Aplikasi JNN menjadi sistem digital terintegrasi yang memuat kanal pengaduan, informasi publik, hingga layanan darurat 24 jam.

Melalui platform ini, warga bisa memantau status laporan, berinteraksi langsung dengan petugas, dan mengakses berbagai layanan pemerintah secara daring.

Sejak dioperasikan pada Mei–Oktober 2025, JNN telah mencatat lebih dari 9.300 aduan, dengan sekitar 5.900 laporan sudah terselesaikan.

Luthfi menegaskan, semangat Ngopeni–Nglakoni harus menjadi budaya kerja bagi seluruh ASN Jawa Tengah.

“Pelayanan publik itu bukan cuma administrasi, tapi empati. Pemerintah harus hadir, mendengarkan, dan menyelesaikan. Itulah makna ngopeni sekaligus nglakoni,” katanya.

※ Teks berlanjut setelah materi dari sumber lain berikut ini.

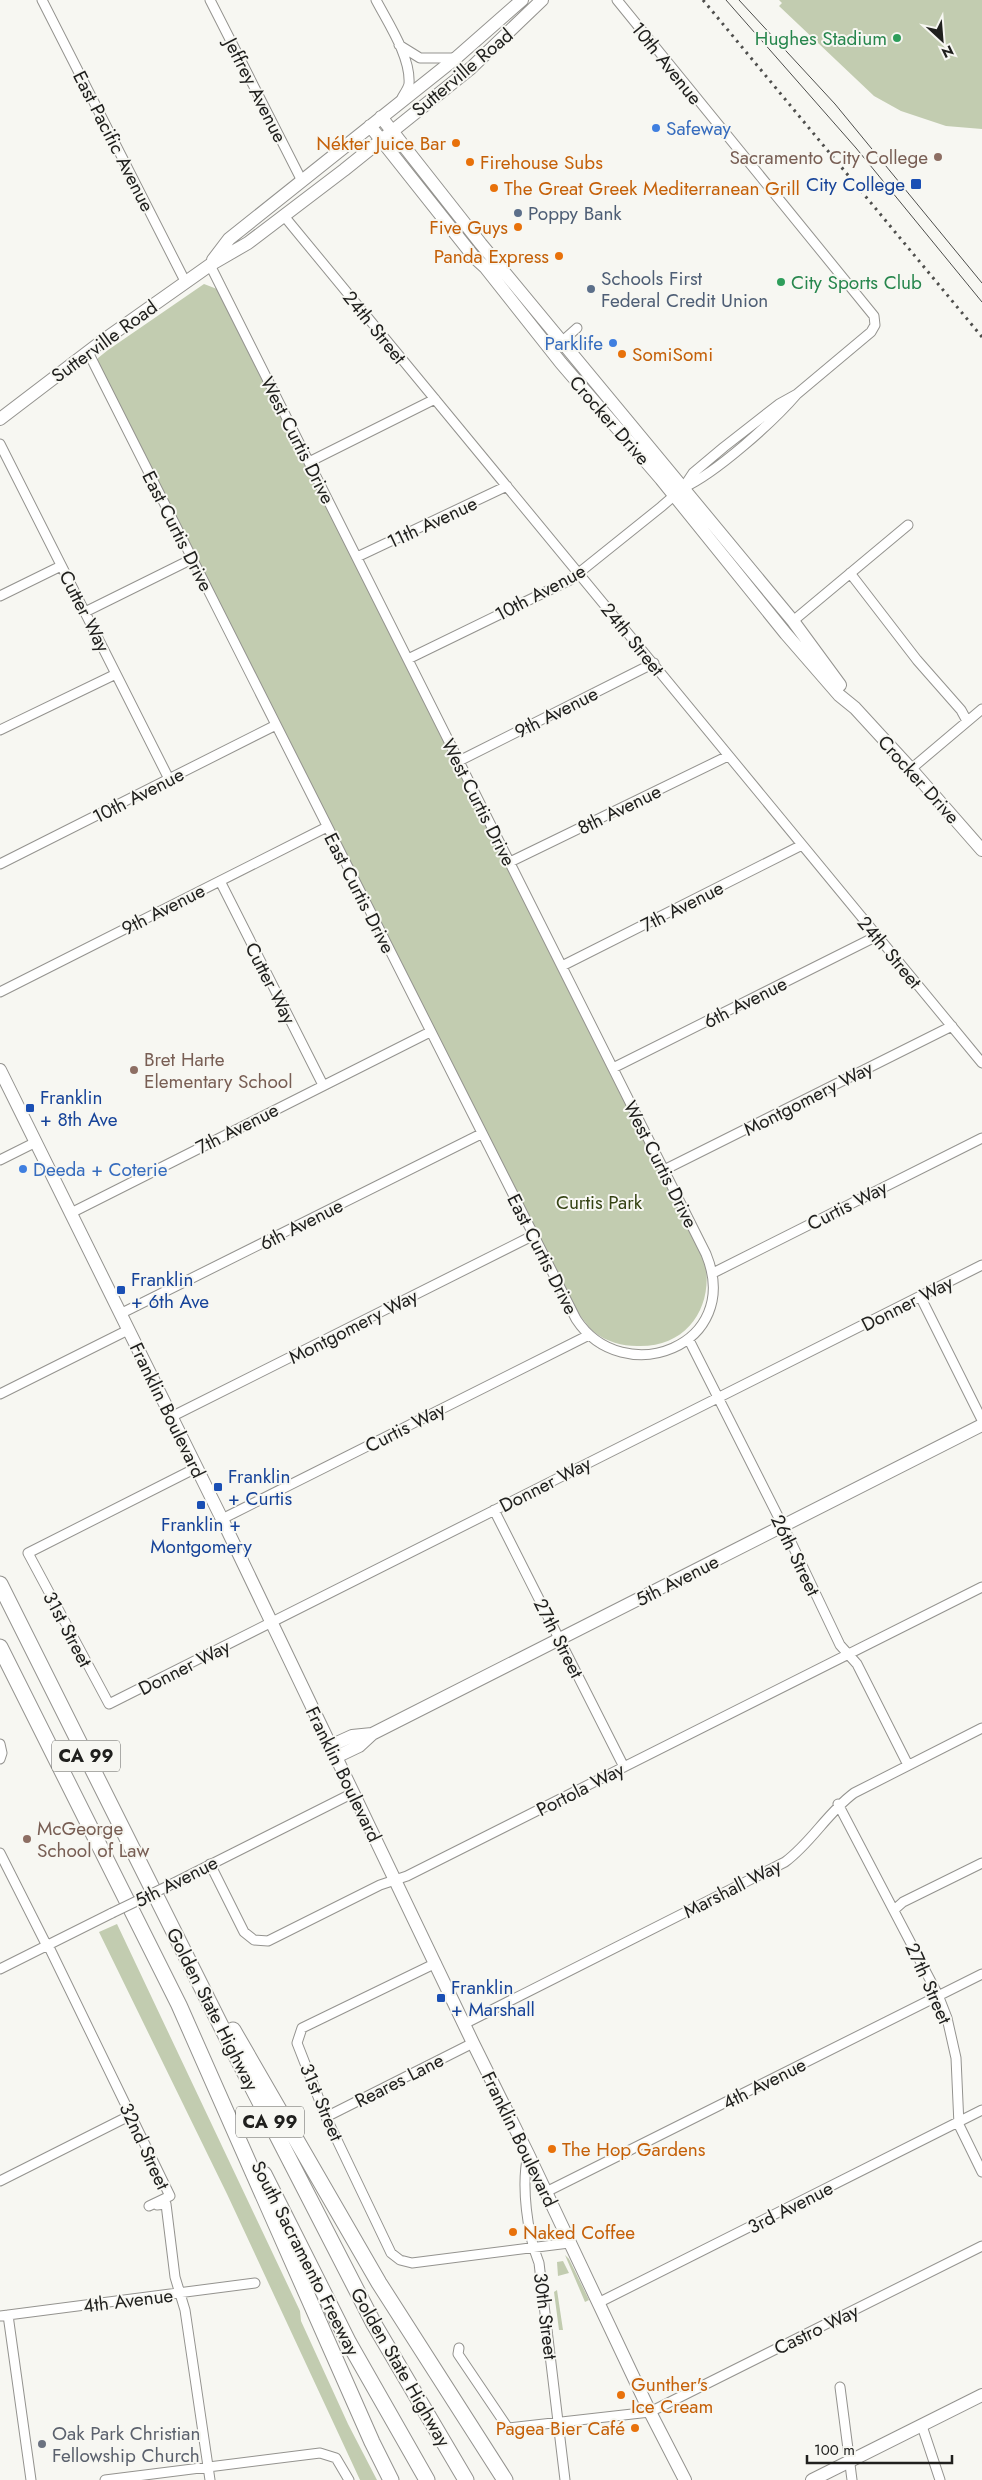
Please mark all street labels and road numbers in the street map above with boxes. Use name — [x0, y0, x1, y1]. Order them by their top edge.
street label: 10th Avenue — [625, 16, 709, 111]
street label: Sutterville Road — [406, 22, 519, 123]
street label: Jeffrey Avenue — [216, 31, 294, 147]
street label: East Pacific Avenue — [66, 66, 161, 217]
street label: 24th Street — [337, 285, 413, 370]
street label: Sutterville Road — [46, 294, 163, 389]
street label: Crocker Drive — [563, 370, 656, 471]
street label: West Curtis Drive — [254, 372, 341, 509]
street label: East Curtis Drive — [136, 466, 220, 596]
street label: 11th Avenue — [383, 490, 482, 555]
street label: 10th Avenue — [490, 557, 591, 628]
street label: Cutter Way — [52, 566, 117, 657]
street label: 24th Street — [595, 597, 671, 682]
street label: 9th Avenue — [510, 680, 603, 745]
street label: Crocker Drive — [871, 729, 966, 830]
street label: West Curtis Drive — [435, 734, 522, 871]
street label: 10th Avenue — [88, 761, 189, 830]
street label: 8th Avenue — [573, 778, 666, 841]
street label: East Curtis Drive — [318, 828, 402, 958]
street label: 7th Avenue — [636, 874, 728, 939]
street label: 9th Avenue — [117, 877, 210, 942]
street label: 24th Street — [851, 910, 928, 995]
street label: Cutter Way — [238, 938, 303, 1029]
street label: 6th Avenue — [699, 970, 792, 1035]
street label: Montgomery Way — [739, 1054, 878, 1143]
street label: 7th Avenue — [191, 1096, 283, 1161]
street label: West Curtis Drive — [617, 1096, 704, 1233]
street label: Curtis Way — [802, 1173, 893, 1237]
street label: East Curtis Drive — [501, 1189, 585, 1319]
street label: 6th Avenue — [255, 1192, 348, 1257]
street label: Donner Way — [857, 1269, 958, 1338]
street label: Montgomery Way — [284, 1282, 423, 1371]
street label: Franklin Boulevard — [123, 1338, 212, 1483]
street label: Curtis Way — [360, 1395, 451, 1459]
street label: Donner Way — [495, 1450, 596, 1519]
street label: 26th Street — [764, 1510, 827, 1601]
street label: 5th Avenue — [631, 1548, 724, 1613]
street label: 31st Street — [36, 1587, 99, 1672]
street label: 27th Street — [527, 1594, 590, 1683]
street label: Donner Way — [134, 1633, 235, 1702]
street label: Franklin Boulevard — [299, 1702, 388, 1847]
road number: CA 99 — [52, 1740, 120, 1772]
street label: Portola Way — [532, 1756, 629, 1823]
street label: 5th Avenue — [130, 1849, 223, 1914]
street label: Marshall Way — [679, 1852, 786, 1925]
street label: Golden State Highway — [160, 1923, 266, 2096]
street label: 27th Street — [899, 1938, 959, 2029]
street label: Reares Lane — [350, 2046, 448, 2114]
street label: 4th Avenue — [718, 2051, 811, 2116]
street label: 31st Street — [293, 2059, 350, 2146]
street label: Franklin Boulevard — [475, 2067, 564, 2212]
street label: 32nd Street — [113, 2098, 177, 2194]
road number: CA 99 — [236, 2106, 304, 2138]
street label: South Sacramento Freeway — [245, 2156, 367, 2361]
street label: 3rd Avenue — [743, 2174, 838, 2240]
street label: 30th Street — [527, 2271, 564, 2361]
street label: 4th Avenue — [82, 2282, 175, 2319]
street label: Golden State Highway — [344, 2283, 457, 2452]
street label: Castro Way — [769, 2297, 864, 2362]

Program Rumah Rakyat dan JNN dikembangkan secara kolaboratif lintas perangkat daerah, bekerja sama dengan Ombudsman Republik Indonesia (ORI) Perwakilan Jawa Tengah sebagai mitra strategis peningkatan pelayanan publik.

“Silakan datang. Rumah kalian yang di Solo ada di Bakorwil Surakarta, yang di Pati ada di Bakorwil Pati, yang di Cilacap dan sekitarnya di Banyumas. Pemerintah siap melayani kapan saja,” pungkasnya.